- Opening Delimiter -

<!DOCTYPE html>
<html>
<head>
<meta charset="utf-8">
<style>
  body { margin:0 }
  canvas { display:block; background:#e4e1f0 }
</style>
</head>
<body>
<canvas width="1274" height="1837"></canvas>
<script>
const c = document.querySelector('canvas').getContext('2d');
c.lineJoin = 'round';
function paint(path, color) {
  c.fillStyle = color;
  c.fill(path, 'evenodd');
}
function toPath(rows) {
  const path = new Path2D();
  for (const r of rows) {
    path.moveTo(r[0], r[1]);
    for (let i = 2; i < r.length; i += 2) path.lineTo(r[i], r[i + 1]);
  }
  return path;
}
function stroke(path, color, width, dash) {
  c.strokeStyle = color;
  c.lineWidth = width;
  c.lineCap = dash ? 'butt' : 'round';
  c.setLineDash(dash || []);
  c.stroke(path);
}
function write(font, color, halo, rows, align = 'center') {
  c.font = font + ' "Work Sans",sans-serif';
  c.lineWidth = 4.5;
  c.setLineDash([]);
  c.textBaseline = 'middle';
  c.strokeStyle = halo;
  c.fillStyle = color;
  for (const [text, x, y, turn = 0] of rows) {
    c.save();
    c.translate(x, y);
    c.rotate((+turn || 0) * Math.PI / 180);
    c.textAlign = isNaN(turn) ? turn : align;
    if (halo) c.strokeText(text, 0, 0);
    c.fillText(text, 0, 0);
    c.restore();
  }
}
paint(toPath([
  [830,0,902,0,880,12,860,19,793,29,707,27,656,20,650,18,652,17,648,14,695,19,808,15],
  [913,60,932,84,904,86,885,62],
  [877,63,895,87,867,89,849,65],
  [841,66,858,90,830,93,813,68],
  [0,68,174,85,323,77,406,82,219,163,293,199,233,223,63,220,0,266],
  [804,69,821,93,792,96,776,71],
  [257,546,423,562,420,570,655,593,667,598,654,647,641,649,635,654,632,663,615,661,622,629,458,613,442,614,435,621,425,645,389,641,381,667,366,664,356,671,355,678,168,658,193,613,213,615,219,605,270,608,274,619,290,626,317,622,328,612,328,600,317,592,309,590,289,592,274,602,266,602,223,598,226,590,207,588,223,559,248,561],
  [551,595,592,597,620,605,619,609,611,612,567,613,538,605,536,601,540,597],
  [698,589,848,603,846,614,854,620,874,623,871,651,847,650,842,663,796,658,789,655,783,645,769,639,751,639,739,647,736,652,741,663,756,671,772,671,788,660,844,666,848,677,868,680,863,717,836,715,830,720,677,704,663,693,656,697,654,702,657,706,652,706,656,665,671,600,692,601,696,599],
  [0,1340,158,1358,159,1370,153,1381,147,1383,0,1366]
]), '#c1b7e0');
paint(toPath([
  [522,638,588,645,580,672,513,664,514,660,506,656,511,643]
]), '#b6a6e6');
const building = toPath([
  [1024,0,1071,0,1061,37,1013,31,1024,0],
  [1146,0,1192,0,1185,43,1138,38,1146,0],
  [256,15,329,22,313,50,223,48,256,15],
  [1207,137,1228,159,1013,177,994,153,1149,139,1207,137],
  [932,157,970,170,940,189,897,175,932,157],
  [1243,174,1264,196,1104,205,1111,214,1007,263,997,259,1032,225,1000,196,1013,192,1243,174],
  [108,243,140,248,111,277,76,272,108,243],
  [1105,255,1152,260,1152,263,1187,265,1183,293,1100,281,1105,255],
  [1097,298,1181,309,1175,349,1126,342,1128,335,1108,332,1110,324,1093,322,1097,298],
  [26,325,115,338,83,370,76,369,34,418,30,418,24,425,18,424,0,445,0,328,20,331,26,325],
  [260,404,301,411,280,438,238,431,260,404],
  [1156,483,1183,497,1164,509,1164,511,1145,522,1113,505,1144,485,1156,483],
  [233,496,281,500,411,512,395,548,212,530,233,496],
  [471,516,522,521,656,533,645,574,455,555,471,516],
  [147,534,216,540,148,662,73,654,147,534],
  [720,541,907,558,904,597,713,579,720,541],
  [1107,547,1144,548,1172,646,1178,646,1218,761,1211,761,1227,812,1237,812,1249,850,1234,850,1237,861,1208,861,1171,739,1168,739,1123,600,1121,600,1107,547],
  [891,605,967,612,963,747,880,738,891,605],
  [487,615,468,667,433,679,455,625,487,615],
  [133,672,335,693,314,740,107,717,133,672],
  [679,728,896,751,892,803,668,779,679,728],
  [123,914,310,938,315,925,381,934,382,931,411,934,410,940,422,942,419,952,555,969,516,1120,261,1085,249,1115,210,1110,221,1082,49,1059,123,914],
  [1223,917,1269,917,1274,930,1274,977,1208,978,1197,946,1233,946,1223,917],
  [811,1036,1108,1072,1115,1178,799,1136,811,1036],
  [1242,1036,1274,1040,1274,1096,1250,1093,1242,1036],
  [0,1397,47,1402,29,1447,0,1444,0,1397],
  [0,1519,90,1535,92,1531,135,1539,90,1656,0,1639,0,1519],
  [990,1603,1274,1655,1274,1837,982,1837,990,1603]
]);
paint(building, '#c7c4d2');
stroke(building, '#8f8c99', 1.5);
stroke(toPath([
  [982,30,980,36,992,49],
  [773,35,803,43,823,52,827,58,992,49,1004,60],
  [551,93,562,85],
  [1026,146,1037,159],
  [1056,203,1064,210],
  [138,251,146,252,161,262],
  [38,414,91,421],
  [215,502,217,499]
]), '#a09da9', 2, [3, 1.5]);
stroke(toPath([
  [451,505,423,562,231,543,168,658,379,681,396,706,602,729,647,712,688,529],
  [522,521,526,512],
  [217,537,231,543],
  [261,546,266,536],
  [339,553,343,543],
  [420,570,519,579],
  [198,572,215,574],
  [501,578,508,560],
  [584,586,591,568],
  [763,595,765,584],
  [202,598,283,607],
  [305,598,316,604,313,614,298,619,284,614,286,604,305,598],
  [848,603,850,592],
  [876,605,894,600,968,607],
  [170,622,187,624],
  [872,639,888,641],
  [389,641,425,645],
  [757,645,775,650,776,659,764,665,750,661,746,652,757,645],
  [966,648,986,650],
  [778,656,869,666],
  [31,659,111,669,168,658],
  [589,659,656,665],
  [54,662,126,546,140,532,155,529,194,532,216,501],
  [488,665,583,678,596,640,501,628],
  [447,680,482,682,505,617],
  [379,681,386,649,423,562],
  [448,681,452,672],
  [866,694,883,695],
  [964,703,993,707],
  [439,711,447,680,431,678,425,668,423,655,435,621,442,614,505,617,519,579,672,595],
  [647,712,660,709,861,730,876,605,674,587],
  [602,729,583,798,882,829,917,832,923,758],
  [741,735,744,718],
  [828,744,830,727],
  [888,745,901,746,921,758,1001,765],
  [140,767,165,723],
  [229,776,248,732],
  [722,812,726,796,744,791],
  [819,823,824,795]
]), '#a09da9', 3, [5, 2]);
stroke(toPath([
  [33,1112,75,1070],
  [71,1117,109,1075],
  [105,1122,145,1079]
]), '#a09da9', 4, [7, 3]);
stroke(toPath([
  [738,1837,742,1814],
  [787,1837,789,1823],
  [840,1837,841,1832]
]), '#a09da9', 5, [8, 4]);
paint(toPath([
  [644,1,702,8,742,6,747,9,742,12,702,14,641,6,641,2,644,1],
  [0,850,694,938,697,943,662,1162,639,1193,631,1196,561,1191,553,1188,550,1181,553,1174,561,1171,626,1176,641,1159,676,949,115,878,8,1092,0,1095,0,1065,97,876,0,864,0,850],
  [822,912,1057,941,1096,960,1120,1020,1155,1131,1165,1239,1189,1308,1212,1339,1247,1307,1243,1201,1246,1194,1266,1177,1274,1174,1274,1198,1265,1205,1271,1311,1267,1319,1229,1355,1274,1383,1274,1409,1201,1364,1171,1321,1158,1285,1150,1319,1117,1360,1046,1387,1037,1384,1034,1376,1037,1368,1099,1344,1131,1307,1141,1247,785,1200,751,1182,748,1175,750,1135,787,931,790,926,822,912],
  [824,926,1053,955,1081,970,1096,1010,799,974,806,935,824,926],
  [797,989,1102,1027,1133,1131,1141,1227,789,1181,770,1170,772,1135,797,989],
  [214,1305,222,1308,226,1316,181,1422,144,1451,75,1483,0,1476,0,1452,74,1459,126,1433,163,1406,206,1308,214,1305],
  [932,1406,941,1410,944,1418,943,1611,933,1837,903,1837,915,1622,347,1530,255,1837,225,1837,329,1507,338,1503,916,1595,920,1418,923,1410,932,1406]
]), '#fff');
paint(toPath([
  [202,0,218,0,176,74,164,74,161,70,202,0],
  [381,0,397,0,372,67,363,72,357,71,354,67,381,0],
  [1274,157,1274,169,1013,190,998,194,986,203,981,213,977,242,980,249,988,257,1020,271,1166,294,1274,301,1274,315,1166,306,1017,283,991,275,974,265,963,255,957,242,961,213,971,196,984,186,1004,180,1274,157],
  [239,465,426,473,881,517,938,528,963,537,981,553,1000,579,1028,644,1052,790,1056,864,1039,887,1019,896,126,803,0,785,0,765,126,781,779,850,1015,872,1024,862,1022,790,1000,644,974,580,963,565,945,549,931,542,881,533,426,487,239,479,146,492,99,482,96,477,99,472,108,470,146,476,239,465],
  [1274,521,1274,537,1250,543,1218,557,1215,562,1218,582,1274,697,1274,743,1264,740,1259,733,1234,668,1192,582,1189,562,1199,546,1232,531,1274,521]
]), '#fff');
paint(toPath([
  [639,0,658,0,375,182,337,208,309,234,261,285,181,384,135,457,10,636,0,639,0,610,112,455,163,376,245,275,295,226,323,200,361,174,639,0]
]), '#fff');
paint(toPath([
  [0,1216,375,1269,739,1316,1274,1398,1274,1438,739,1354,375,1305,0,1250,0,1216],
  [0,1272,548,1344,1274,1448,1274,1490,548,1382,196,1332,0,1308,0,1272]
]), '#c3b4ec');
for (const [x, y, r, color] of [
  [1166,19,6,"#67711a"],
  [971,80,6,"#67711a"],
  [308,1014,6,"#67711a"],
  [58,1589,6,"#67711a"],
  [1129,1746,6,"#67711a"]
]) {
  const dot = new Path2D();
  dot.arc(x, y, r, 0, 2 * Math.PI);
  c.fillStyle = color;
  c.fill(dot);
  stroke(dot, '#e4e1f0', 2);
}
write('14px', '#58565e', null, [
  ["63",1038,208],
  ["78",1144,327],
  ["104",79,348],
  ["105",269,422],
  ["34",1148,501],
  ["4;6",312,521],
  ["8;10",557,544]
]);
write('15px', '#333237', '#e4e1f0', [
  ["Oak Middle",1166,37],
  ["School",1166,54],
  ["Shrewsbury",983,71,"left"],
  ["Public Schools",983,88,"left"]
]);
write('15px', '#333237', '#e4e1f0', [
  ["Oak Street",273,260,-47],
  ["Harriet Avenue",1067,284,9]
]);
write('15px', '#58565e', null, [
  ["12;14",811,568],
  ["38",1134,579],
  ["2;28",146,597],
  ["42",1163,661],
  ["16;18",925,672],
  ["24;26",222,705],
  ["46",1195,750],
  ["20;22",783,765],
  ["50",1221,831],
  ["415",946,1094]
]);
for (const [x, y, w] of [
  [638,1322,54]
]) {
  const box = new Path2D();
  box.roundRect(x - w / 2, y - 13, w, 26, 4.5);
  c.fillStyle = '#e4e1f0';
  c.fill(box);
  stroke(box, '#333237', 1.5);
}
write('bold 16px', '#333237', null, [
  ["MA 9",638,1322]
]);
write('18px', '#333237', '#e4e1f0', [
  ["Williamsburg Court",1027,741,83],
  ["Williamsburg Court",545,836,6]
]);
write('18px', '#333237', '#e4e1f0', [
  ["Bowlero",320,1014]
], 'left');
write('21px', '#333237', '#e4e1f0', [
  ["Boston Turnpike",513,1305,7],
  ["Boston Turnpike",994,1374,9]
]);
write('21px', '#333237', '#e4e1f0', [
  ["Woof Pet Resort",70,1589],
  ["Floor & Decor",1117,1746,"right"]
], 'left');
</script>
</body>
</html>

- Closing Delimiter -

• [Problem requirements]:
Whenever the string "const" appears on a line of the material, that line counts; report the count and nothing else.

• [Response to this exercise]:
9